Though Kudo lacks experience in competing on foreign soil, mainly showcasing his wares in his native Japan, he believes that the exposure he gained with ONE Championship has helped him mature as a kickboxer.
Kudo has evolved his training regimen to be at par with the world-class athletes in ONE Super Series. For his upcoming match at the Phu Tho Indoor Stadium in Ho Chi Minh City, Vietnam, he believes that using the open-finger 4oz. gloves will add more power to his punches. Kudo full believes he can drop Panpayak and finish the Thai.
“My experience level has truly increased,” Kudo said.
“The first time I fought in ONE was my first time facing a foreign fighter. On the other hand, now I’ve faced five – all at a world-class level – so my ring maturity and level have gone up noticeably. I want to show that this time. I’ll be pressing my attacks from the first round, so I’ve raised my stamina.
“I’ve thoroughly worked on everything from the basics. I’ve been doing more strength and conditioning. I’ve always had confidence in the power of my punches, and this time it’s my first bout using open-finger gloves, so I have the power of the one-punch KO.”
The 28-year-old Japanese fighter knows better than to underestimate his opponent. Panpayak holds a career record of 244-40-3 in Muay Thai and has won the biggest tournaments in Thailand.
After watching Panpayak’s previous matches, Kudo has more or less an idea of his opponent’s strategy.
“[Panpayak] has a complete grasp of distance control. I think his understanding of the distance [so he does not get] hit by his opponent’s attacks is amazing. Honestly, watching his fights, he has the better technique – it’s excellent,” Kudo said.
“He has probably watched how other Thais have fought me and will use the same approach. He’s southpaw, and he’ll probably want to clinch up when I move in to stop my attacks. In my last two fights, that’s how they broke my rhythm.”
Kudo knows that he is at a disadvantage when it comes to kicking but he is confident that his superior boxing skills will help in the match. The RISE Featherweight Champion plans to be aggressive and put Panpayak’s lights out in the first round using his boxing skills.
“He’s a World Champion, so I can’t win if I get caught up in his kicking game. I’m going in with boxing and looking for the knockout finish from round one,” Kudo said.
“I think my boxing skills are better than his, and the open-finger gloves will suit me. Also, because he fights from his distance, when he’s forced back, his pace is broken.”
The Japanese athlete also studied how ONE Flyweight Muay Thai World Champion Rodtang Jitmuangnon moves in his matches as he finds similarities in their styles. He also trains with more prominent athletes with the same style as his Thai opponent to make sure he can deal and take the damage without getting knocked out.
“I studied Rodtang [Jitmuangnon’s] fights because his style is similar.
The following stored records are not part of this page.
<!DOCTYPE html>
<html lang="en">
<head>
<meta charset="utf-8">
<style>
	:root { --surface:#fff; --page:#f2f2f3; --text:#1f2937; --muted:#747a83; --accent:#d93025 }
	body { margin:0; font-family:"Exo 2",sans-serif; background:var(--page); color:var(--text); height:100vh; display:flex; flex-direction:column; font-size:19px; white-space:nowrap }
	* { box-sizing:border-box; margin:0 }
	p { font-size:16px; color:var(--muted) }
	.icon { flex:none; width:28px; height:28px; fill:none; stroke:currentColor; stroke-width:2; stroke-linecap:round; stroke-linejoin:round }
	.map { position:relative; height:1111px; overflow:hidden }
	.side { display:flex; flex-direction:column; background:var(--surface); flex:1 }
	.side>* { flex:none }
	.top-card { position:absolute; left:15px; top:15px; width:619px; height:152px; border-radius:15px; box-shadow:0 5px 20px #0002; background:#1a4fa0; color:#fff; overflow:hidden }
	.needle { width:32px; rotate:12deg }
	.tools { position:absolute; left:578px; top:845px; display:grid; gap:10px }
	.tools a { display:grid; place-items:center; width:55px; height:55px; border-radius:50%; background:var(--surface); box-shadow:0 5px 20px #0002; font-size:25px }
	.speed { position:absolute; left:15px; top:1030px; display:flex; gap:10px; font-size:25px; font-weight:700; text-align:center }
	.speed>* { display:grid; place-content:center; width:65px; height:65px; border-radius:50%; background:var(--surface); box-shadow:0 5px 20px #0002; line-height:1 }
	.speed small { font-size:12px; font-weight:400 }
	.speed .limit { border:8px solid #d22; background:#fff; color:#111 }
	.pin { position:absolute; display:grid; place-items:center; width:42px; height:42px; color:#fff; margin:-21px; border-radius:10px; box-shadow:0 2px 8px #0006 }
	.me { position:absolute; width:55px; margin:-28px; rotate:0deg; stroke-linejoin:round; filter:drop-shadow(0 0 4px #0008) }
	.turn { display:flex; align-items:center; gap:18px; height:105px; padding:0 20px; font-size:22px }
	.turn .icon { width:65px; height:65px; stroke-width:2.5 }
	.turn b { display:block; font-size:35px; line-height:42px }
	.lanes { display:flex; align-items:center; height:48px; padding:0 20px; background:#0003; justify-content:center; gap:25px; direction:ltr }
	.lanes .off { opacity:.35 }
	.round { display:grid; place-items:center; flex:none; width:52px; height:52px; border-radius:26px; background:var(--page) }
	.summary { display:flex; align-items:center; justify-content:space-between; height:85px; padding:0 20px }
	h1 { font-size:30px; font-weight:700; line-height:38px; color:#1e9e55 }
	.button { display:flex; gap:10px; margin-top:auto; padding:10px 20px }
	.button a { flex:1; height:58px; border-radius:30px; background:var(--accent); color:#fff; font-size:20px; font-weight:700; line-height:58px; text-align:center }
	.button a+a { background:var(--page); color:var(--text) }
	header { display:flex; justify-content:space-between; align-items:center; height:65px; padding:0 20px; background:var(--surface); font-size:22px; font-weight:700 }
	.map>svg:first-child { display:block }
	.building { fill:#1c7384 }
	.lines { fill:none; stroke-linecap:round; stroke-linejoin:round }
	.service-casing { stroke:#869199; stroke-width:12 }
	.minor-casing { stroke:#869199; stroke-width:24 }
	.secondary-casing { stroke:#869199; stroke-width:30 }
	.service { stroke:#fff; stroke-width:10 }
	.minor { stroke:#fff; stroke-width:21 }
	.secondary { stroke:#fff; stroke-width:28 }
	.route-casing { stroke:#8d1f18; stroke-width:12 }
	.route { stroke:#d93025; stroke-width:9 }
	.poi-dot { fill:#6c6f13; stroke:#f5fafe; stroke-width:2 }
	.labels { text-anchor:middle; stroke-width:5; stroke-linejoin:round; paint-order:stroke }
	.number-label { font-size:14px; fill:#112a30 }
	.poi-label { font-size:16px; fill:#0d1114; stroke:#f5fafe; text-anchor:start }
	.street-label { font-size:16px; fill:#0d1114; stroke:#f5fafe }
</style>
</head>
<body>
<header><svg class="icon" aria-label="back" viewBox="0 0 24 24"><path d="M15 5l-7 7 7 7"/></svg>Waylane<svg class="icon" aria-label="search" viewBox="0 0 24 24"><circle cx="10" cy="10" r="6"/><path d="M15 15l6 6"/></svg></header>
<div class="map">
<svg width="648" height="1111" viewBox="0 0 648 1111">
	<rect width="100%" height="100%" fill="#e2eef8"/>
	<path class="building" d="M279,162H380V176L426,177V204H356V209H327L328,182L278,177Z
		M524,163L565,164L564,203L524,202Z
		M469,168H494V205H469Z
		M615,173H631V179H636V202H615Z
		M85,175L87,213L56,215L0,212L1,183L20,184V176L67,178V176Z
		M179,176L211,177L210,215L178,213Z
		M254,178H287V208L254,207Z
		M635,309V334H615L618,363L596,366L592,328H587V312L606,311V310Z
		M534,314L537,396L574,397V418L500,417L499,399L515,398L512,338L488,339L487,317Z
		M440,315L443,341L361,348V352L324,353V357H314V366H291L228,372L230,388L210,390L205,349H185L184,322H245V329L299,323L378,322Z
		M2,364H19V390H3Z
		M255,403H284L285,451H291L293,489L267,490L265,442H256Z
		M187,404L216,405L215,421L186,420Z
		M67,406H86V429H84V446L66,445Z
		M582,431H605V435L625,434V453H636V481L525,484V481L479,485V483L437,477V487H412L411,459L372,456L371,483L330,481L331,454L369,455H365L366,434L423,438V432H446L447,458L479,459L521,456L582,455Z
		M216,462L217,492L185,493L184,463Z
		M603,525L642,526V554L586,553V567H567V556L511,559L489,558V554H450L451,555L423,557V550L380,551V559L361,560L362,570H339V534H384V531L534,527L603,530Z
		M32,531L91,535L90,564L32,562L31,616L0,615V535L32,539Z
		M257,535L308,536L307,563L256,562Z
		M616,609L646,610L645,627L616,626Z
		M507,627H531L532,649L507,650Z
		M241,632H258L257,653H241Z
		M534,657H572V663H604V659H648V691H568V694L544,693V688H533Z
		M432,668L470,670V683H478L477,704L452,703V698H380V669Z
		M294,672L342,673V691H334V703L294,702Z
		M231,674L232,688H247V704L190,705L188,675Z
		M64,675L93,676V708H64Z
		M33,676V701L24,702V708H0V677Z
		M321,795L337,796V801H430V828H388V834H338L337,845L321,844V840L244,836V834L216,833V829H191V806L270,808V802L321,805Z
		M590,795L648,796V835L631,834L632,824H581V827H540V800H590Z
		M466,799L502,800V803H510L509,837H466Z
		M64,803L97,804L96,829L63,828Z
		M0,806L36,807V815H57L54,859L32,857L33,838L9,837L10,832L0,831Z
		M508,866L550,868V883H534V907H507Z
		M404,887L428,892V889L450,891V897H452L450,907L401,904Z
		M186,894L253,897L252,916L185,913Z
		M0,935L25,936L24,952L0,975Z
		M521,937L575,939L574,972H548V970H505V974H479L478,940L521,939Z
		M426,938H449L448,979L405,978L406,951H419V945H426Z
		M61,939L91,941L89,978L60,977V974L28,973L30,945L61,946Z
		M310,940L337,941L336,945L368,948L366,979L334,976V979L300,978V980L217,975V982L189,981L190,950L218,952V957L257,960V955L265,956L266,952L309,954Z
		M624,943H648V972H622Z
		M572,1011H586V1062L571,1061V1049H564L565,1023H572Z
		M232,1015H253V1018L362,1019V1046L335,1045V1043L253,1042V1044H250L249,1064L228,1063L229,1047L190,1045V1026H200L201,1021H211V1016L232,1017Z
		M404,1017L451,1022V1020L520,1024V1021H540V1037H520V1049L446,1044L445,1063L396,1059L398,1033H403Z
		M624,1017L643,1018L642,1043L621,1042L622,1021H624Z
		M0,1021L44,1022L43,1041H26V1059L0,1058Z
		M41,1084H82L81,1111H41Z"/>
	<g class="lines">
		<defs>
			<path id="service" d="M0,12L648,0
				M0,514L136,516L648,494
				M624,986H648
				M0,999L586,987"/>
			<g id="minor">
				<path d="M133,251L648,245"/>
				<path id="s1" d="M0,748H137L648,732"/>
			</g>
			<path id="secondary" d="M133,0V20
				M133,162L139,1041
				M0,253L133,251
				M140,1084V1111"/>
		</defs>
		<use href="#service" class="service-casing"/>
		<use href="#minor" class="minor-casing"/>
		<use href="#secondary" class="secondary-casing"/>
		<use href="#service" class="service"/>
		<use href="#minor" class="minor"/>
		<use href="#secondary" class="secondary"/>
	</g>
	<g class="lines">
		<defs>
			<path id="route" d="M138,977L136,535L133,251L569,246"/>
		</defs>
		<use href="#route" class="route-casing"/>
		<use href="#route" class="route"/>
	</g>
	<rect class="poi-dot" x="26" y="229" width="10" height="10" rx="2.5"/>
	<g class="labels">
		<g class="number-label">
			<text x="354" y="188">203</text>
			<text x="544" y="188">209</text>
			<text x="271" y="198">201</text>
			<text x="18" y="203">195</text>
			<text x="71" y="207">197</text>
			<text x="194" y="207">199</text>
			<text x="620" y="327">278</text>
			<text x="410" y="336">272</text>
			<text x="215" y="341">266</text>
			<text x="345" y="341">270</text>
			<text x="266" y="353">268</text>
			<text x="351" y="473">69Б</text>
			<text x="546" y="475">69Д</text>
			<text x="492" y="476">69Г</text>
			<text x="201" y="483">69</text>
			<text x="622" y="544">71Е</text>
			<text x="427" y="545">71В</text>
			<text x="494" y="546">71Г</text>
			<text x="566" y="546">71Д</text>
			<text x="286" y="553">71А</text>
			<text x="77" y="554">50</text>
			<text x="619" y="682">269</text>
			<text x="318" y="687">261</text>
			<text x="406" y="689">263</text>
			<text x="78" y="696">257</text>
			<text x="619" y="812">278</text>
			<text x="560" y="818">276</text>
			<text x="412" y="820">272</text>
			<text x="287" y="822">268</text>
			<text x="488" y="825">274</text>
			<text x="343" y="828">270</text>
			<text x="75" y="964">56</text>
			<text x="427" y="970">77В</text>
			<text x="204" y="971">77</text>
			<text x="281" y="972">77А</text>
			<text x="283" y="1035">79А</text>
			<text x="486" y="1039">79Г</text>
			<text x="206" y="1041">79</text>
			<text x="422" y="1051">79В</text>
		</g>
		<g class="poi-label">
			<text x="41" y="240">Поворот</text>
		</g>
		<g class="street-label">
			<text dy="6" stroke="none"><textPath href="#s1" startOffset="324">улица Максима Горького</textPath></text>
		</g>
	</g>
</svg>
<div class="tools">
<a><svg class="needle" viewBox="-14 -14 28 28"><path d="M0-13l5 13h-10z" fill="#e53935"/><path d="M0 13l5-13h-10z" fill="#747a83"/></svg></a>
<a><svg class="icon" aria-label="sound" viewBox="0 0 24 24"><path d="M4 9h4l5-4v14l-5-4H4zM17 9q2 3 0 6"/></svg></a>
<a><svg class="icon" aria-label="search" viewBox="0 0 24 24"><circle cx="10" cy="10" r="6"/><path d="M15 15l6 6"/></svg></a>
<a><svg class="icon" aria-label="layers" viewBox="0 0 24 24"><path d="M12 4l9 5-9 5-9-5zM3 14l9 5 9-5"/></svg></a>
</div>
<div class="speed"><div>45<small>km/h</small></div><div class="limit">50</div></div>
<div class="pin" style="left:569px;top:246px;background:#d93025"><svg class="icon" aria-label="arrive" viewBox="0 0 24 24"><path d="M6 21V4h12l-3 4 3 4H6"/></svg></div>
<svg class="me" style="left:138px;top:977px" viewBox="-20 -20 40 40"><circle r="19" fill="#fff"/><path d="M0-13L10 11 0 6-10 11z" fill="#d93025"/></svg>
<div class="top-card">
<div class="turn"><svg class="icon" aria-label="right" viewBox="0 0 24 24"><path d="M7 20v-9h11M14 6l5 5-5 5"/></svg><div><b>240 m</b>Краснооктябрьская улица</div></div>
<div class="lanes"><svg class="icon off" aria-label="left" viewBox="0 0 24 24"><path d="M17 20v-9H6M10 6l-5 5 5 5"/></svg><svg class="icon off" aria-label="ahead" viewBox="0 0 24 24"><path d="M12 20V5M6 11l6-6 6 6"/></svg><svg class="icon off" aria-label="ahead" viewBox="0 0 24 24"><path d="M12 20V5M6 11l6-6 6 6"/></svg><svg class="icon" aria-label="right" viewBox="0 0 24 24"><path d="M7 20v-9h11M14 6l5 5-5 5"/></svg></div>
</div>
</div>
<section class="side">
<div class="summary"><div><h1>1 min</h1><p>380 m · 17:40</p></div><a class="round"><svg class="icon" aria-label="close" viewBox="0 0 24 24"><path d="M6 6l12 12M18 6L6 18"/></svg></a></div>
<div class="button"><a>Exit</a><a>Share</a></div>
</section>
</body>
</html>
I thought he used the open-finger gloves well and avoided getting hit. That was a good example for me,” Kudo said.
“I’ve been training with Hideki, the K-1 Global Champion, who is a southpaw, and it’s been very useful. He competes at lightweight, so he’s big – two weight classes above me – so we’ve been using a lot of power shots in training. I’m used to getting hit hard!”
Kudo has done his part in preparing for his match against Panpayak. All he’s waiting for is to give fans the most electrifying bout of the evening and hopefully a knockout as well.
“My record of knockout finishes speaks for itself, so I want to show the fans that,” Kudo concluded.
“I’ll be attacking constantly to give the fans an entertaining fight. He’s not the brawler type, but, whatever happens, I want to raise the roof!”